## Exercise details
All that should appear is the line containing "Annotate the street" and the lines after it in the records below, each reproduced exactly.

## Data for this task
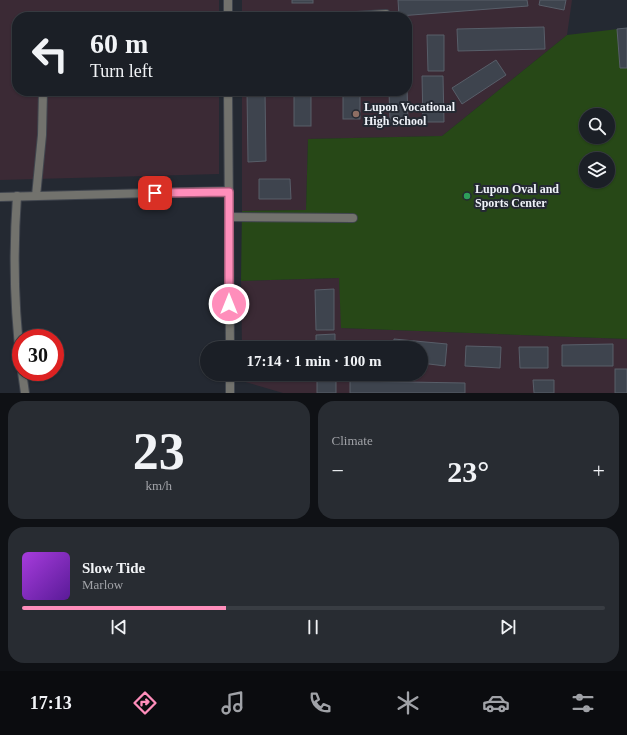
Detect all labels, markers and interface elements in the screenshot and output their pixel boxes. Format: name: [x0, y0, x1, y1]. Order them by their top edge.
icon: left: [24, 28, 76, 80]
text: 60 m: [90, 28, 148, 59]
text: Turn left: [90, 61, 153, 81]
place label: Lupon Vocational High School: [364, 100, 456, 128]
map controls: [579, 108, 615, 188]
button: search: [579, 108, 615, 144]
marker: Lupon Vocational High School: [351, 109, 361, 119]
button: layers: [579, 152, 615, 188]
pin: [138, 176, 172, 210]
icon: arrive: [144, 182, 166, 204]
place label: Lupon Oval and Sports Center: [475, 182, 559, 210]
marker: Lupon Oval and Sports Center: [462, 191, 472, 201]
position arrow: [208, 283, 250, 325]
speed limit sign: 30: [12, 329, 64, 381]
text: 17:14 · 1 min · 100 m: [247, 353, 382, 369]
text: 23: [133, 423, 185, 480]
text: Climate: [332, 433, 373, 448]
text: 23°: [447, 455, 489, 488]
text: −: [332, 458, 344, 483]
text: +: [593, 458, 605, 483]
text: km/h: [145, 478, 172, 493]
text: Slow Tide: [82, 560, 145, 576]
text: Marlow: [82, 577, 123, 592]
icon: previous: [108, 616, 130, 638]
icon: pause: [302, 616, 324, 638]
icon: next: [497, 616, 519, 638]
icon: directions: [131, 689, 159, 717]
icon: music: [219, 689, 247, 717]
icon: phone: [306, 689, 334, 717]
icon: climate: [394, 689, 422, 717]
icon: car: [482, 689, 510, 717]
icon: filters: [569, 689, 597, 717]
text: 17:13: [30, 693, 72, 713]

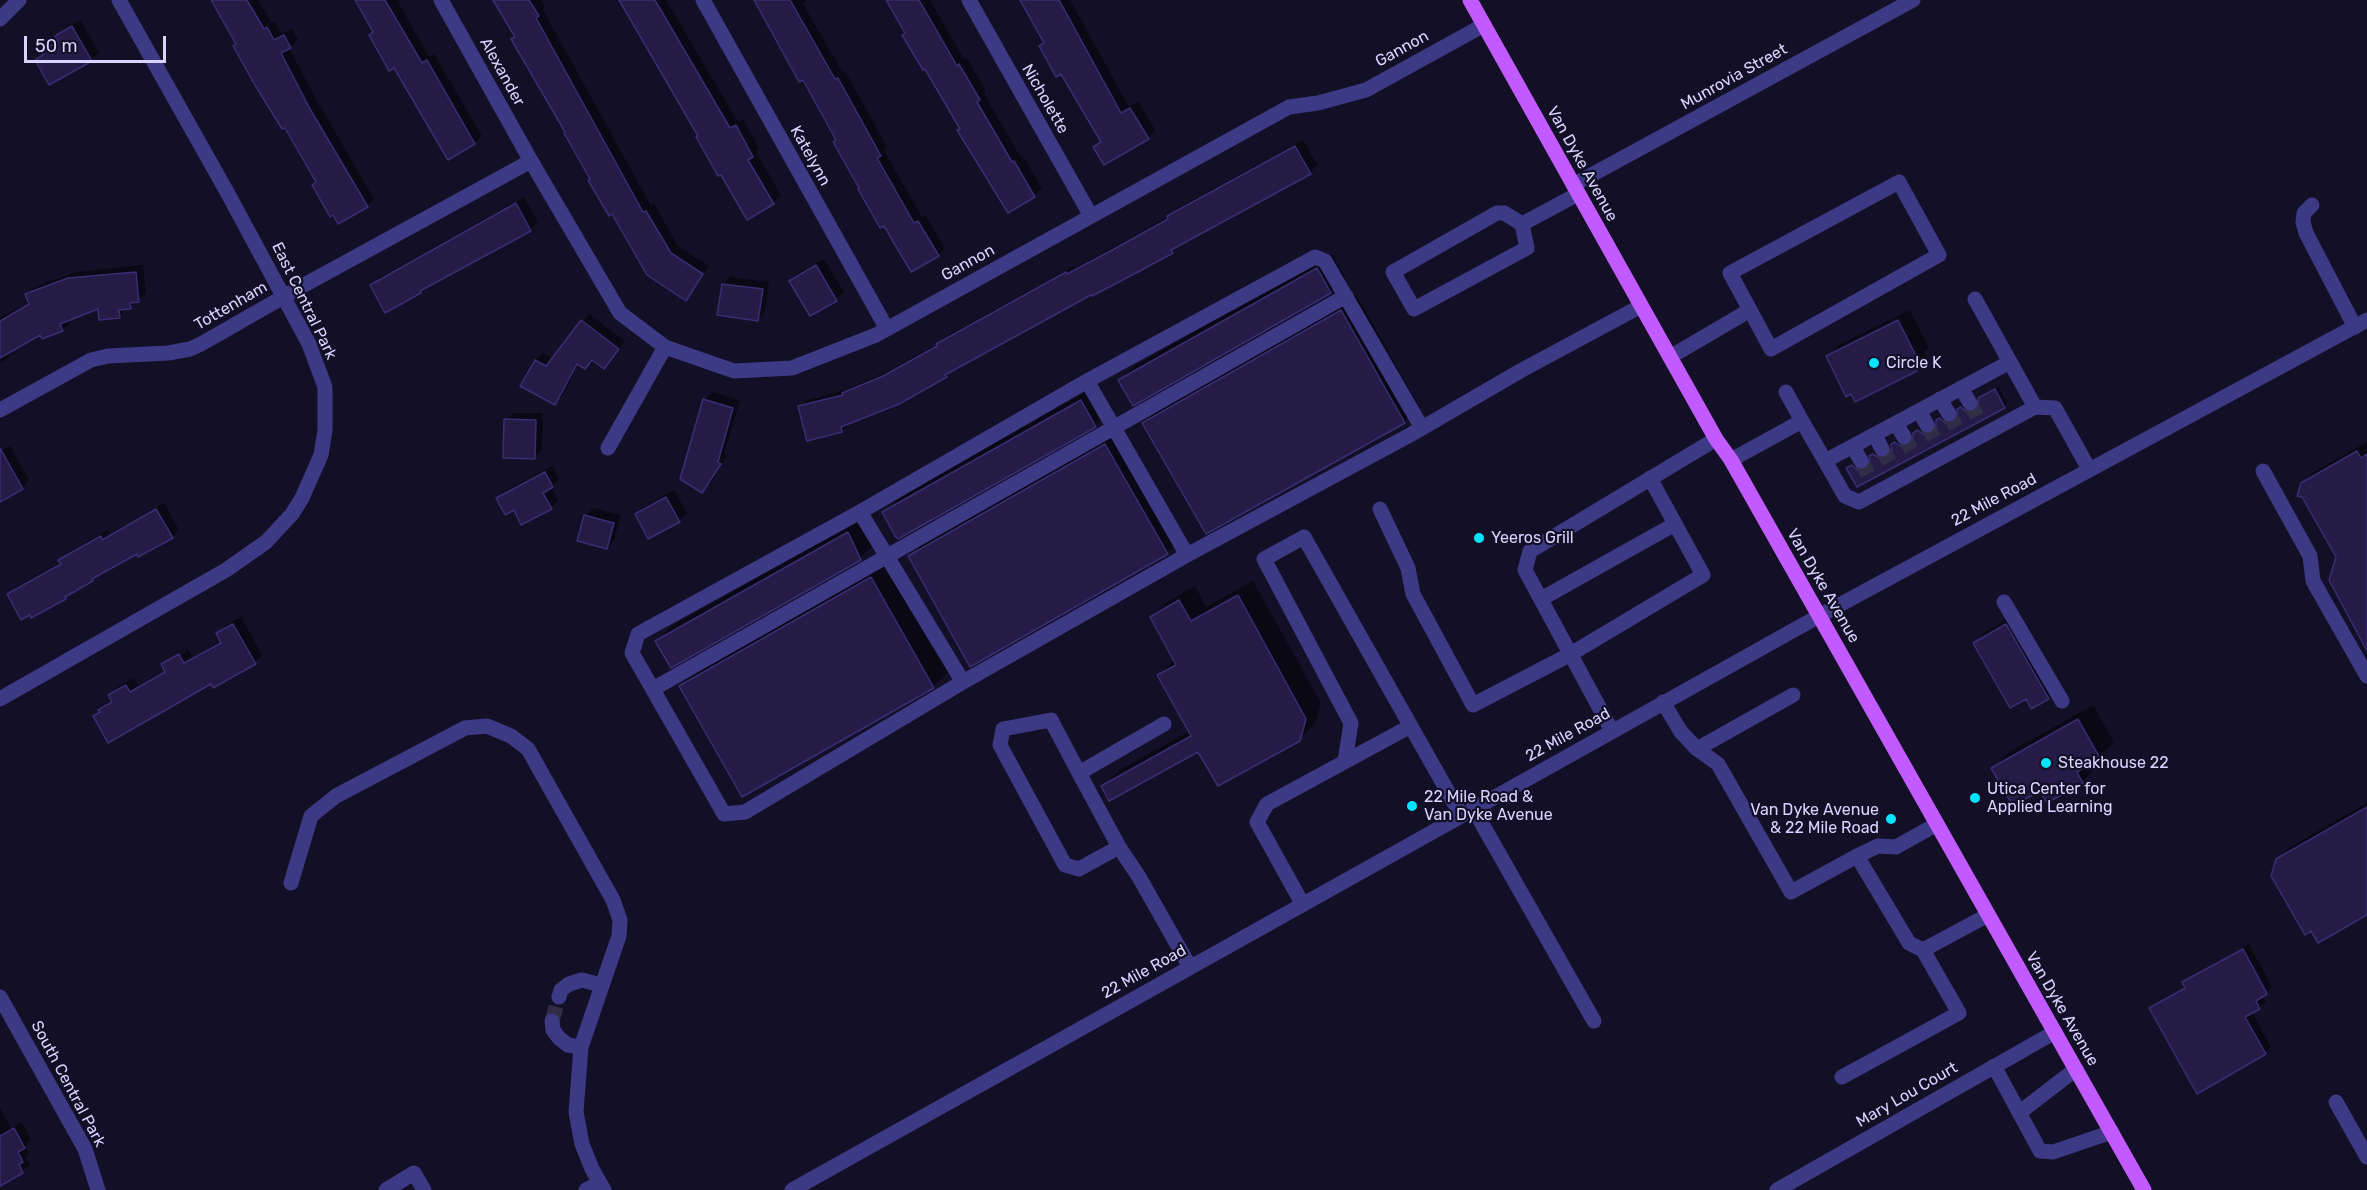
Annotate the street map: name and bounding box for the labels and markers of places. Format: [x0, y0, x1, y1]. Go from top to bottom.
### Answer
place label: Circle K [1886, 353, 1942, 373]
marker: Circle K [1867, 356, 1881, 370]
place label: Yeeros Grill [1491, 528, 1574, 548]
marker: Yeeros Grill [1472, 531, 1486, 545]
place label: Steakhouse 22 [2058, 753, 2169, 773]
marker: Steakhouse 22 [2039, 756, 2053, 770]
place label: Utica Center for Applied Learning [1987, 779, 2112, 817]
place label: 22 Mile Road & Van Dyke Avenue [1424, 787, 1553, 825]
marker: Utica Center for Applied Learning [1968, 791, 1982, 805]
marker: 22 Mile Road & Van Dyke Avenue [1405, 799, 1419, 813]
place label: Van Dyke Avenue & 22 Mile Road [1750, 800, 1879, 838]
marker: Van Dyke Avenue & 22 Mile Road [1884, 812, 1898, 826]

## Result below
Annotate the street map: name and bounding box for the labels and markers of places. Format: [x0, y0, x1, y1]. Go from top to bottom.
### Answer
place label: Circle K [1886, 353, 1942, 373]
marker: Circle K [1867, 356, 1881, 370]
place label: Yeeros Grill [1491, 528, 1574, 548]
marker: Yeeros Grill [1472, 531, 1486, 545]
place label: Steakhouse 22 [2058, 753, 2169, 773]
marker: Steakhouse 22 [2039, 756, 2053, 770]
place label: Utica Center for Applied Learning [1987, 779, 2112, 817]
place label: 22 Mile Road & Van Dyke Avenue [1424, 787, 1553, 825]
marker: Utica Center for Applied Learning [1968, 791, 1982, 805]
marker: 22 Mile Road & Van Dyke Avenue [1405, 799, 1419, 813]
place label: Van Dyke Avenue & 22 Mile Road [1750, 800, 1879, 838]
marker: Van Dyke Avenue & 22 Mile Road [1884, 812, 1898, 826]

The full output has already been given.